To a Western reader, the name “Boris Pasternak” seems as Russian as Alexander Pushkin or Leo Tolstoy, and certainly the author of Doctor Zhivago has earned his place among the great Russian authors. But in 1958, the country that gave Boris Pasternak his name denied him his own greatest achievement. Though he was awarded the Nobel Prize for his poetry and literature, Pasternak refused it under pressure from the Soviet Union.
Pasternak’s poetry, plays, and translations were well known in the USSR by the 1950s. But his dissident views made him political persona non grata, and over the years he was threatened, suppressed, and spied on. His lover Olga Ivinskaya served four years in a gulag after refusing to denounce him. Hardened by his personal experiences and increasingly disillusioned with the state-sanctioned “social realism” the USSR required of all of its writers, Pasternak spent years writing an epic love story about how revolutions uplift and destroy individuals.

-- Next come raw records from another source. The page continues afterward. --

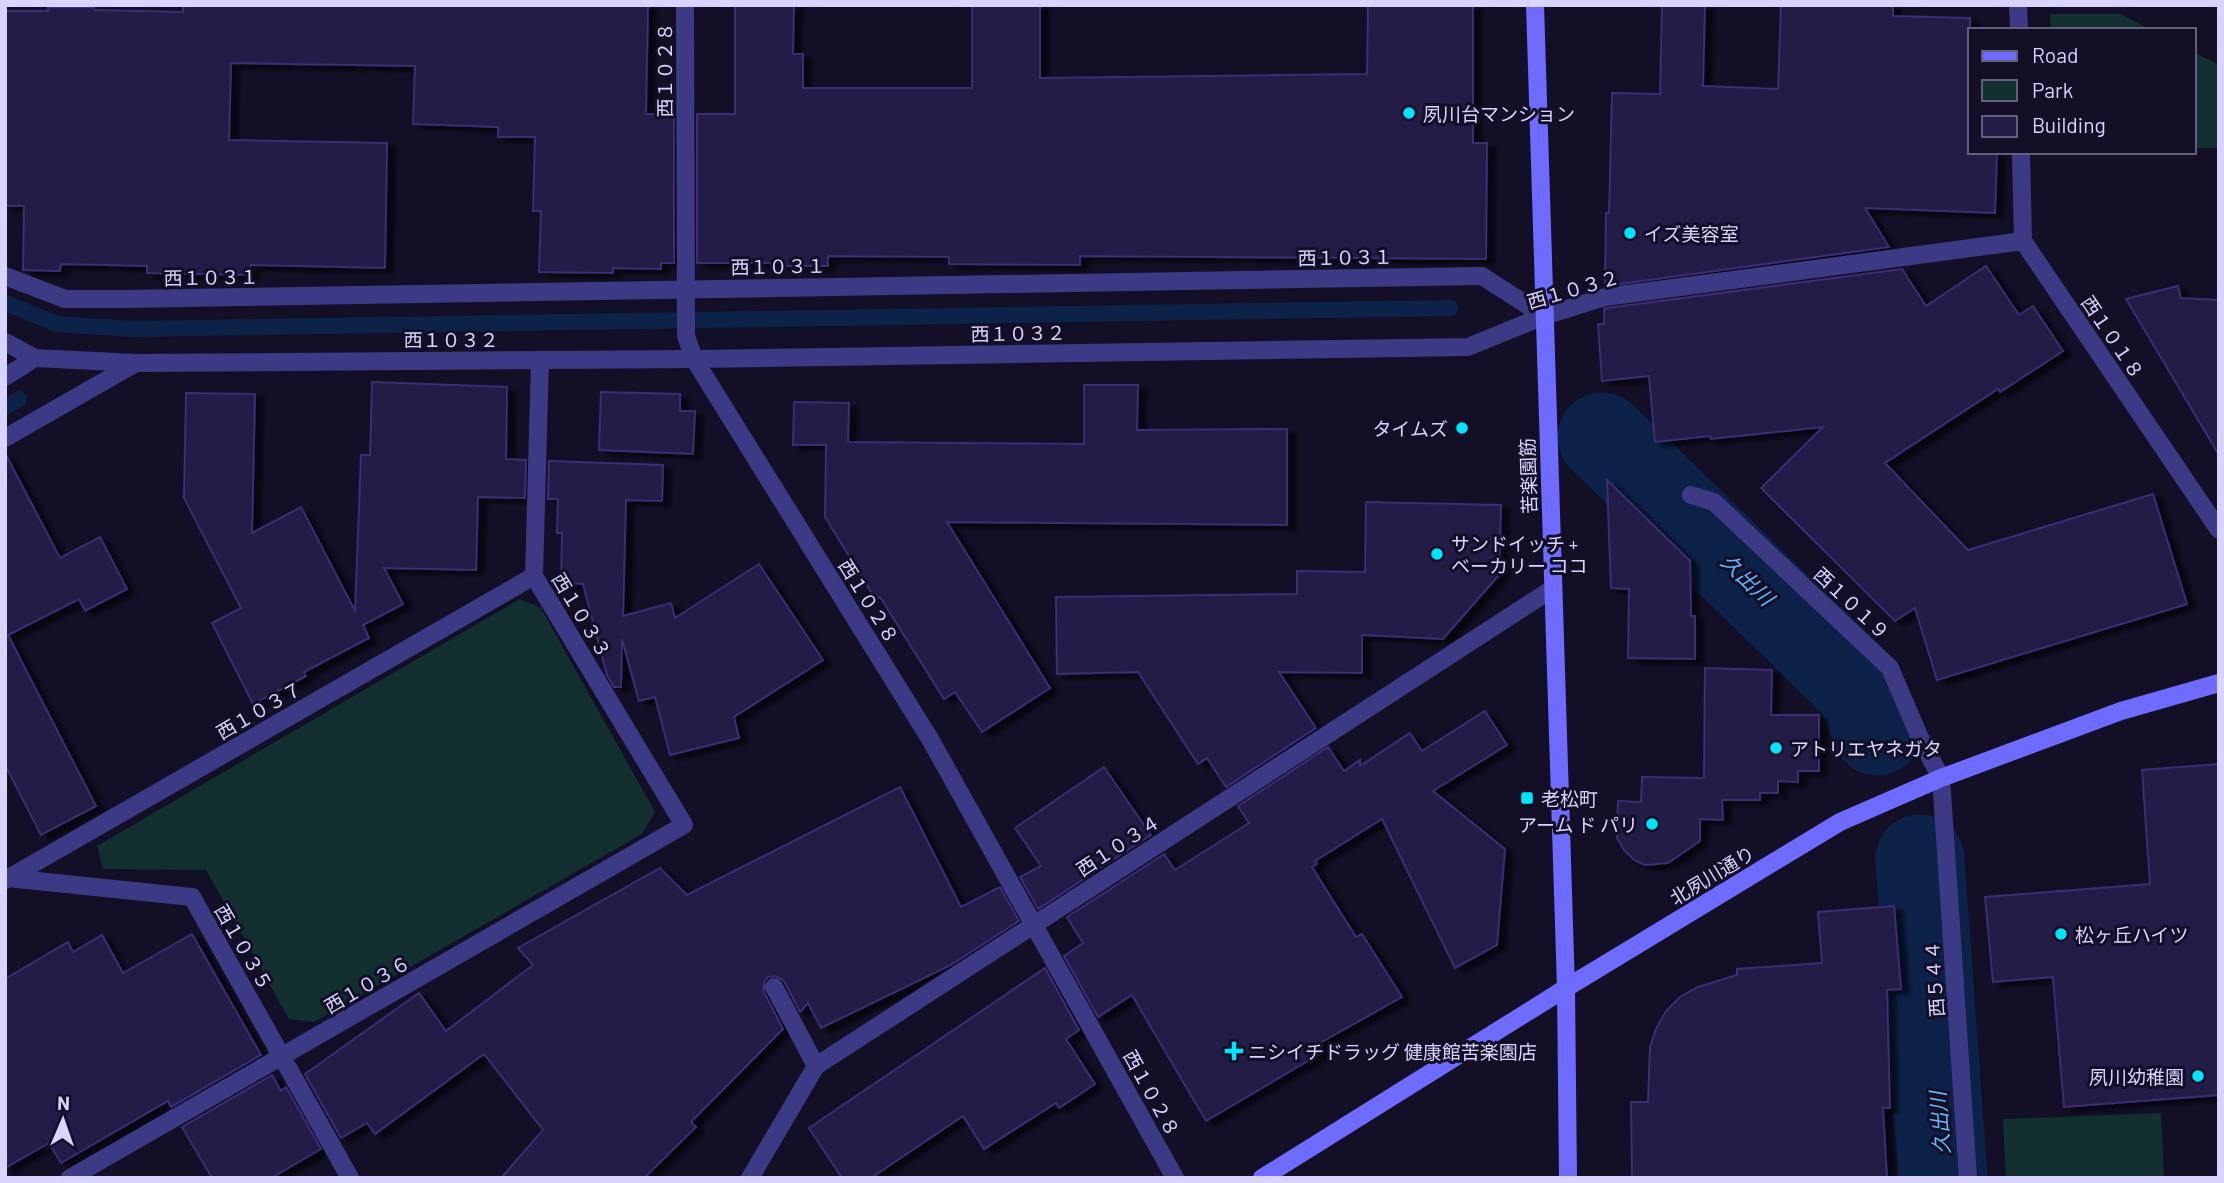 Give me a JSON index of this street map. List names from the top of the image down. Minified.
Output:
{"streets":{"street":["西１０２８","西１０３１","西１０３２","西１０１８","苦楽園筋","西１０１９","西１０３３","西１０３７","西１０３４","北夙川通り","西１０３５","西５４４","西１０３６"]},"crossings":[["西１０２８","西１０３１"],["西１０２８","西１０３２"],["西１０２８","西１０３４"],["西１０３１","西１０３２"],["西１０３１","苦楽園筋"],["西１０３２","西１０１８"],["西１０３２","苦楽園筋"],["西１０３２","西１０３３"],["苦楽園筋","西１０３４"],["苦楽園筋","北夙川通り"],["西１０１９","北夙川通り"],["西１０１９","西５４４"],["西１０３３","西１０３７"],["西１０３３","西１０３６"],["西１０３７","西１０３５"],["北夙川通り","西５４４"],["西１０３５","西１０３６"]],"water":["久出川"],"places":{"other":["夙川台マンション","イズ美容室","タイムズ","サンドイッチ + ベーカリー ココ","アトリエヤネガタ","アーム ド パリ","松ヶ丘ハイツ","夙川幼稚園"],"transit":["老松町"],"health":["ニシイチドラッグ 健康館苦楽園店"]},"legend":["Road","Park","Building"],"north":"top"} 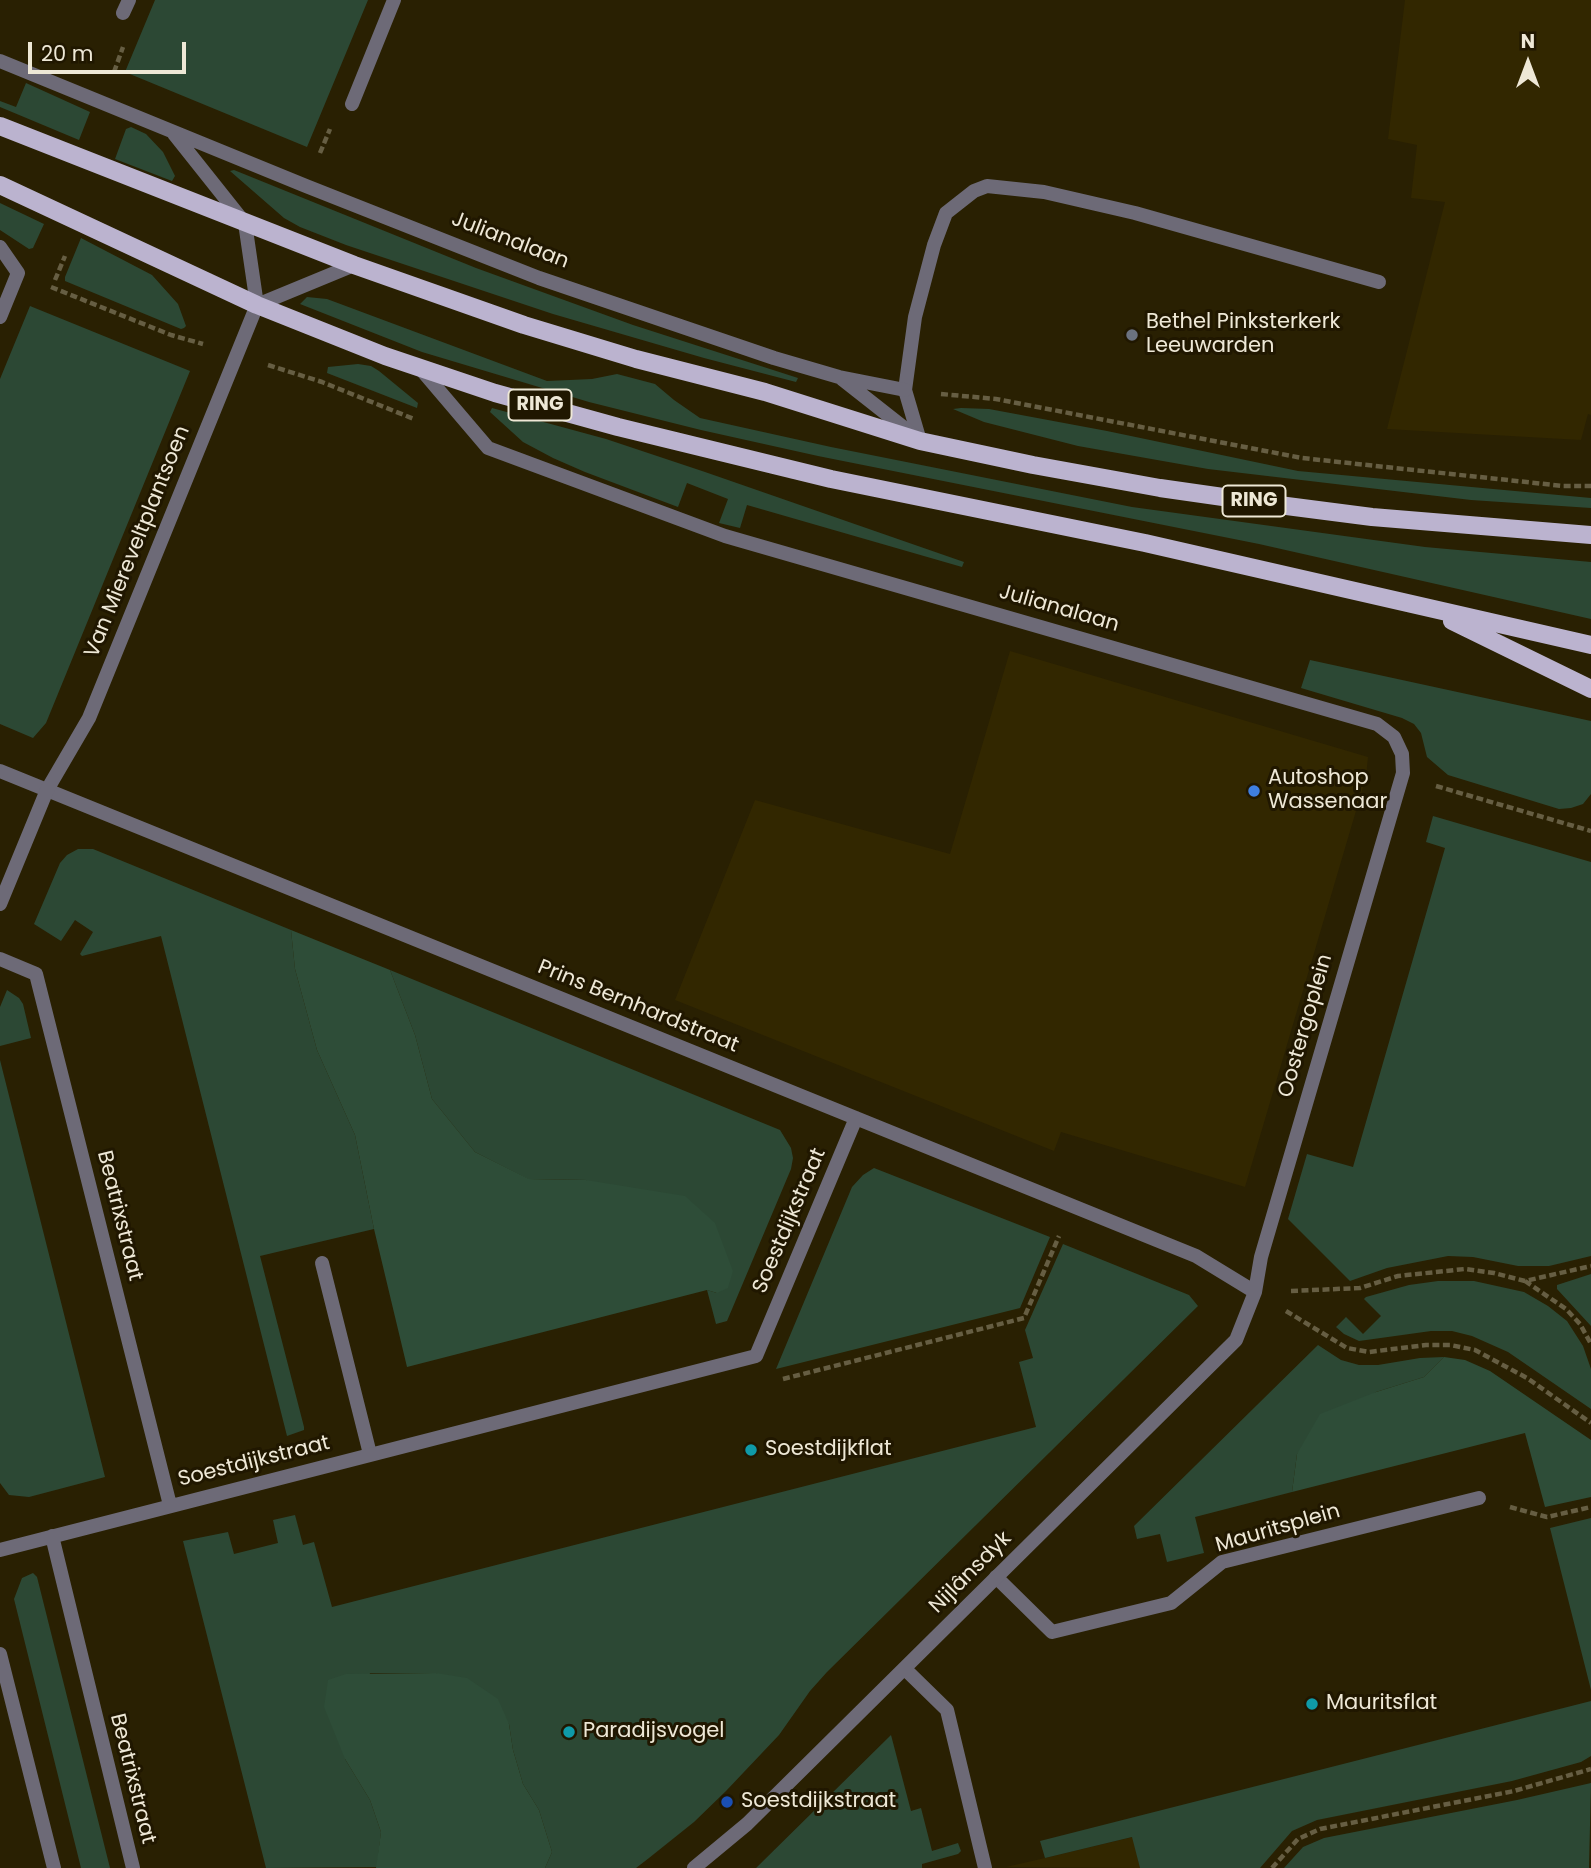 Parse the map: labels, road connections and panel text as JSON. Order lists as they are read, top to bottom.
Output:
{
  "streets": {
    "main road": ["Julianalaan", "RING"],
    "street": [
      "Van Miereveltplantsoen",
      "Prins Bernhardstraat",
      "Oostergoplein",
      "Beatrixstraat",
      "Soestdijkstraat",
      "Mauritsplein",
      "Nijlânsdyk"
    ]
  },
  "crossings": [
    ["Julianalaan", "RING"],
    ["Julianalaan", "Van Miereveltplantsoen"],
    ["Julianalaan", "Oostergoplein"],
    ["RING", "Van Miereveltplantsoen"],
    ["Van Miereveltplantsoen", "Prins Bernhardstraat"],
    ["Prins Bernhardstraat", "Oostergoplein"],
    ["Prins Bernhardstraat", "Soestdijkstraat"],
    ["Prins Bernhardstraat", "Nijlânsdyk"],
    ["Oostergoplein", "Nijlânsdyk"],
    ["Beatrixstraat", "Soestdijkstraat"],
    ["Mauritsplein", "Nijlânsdyk"]
  ],
  "places": [
    "Bethel Pinksterkerk Leeuwarden",
    "Autoshop Wassenaar",
    "Soestdijkflat",
    "Mauritsflat",
    "Paradijsvogel",
    "Soestdijkstraat"
  ],
  "scale_bar": "20 m",
  "north": "top"
}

The result was a book that could never be published in the Soviet Union. Pasternak befriended an Italian journalist who smuggled Doctor Zhivago to Europe. Miriam H. Berlin recalls a clandestine meeting with Pasternak in which she questioned his motivations for sending his great book out of the country:
Did he really want this project to be completed and the book published outside the Soviet Union? “Without question,” he replied with great conviction. “It does not matter what might happen to me. My life is finished. This book is my last word to the civilized world.”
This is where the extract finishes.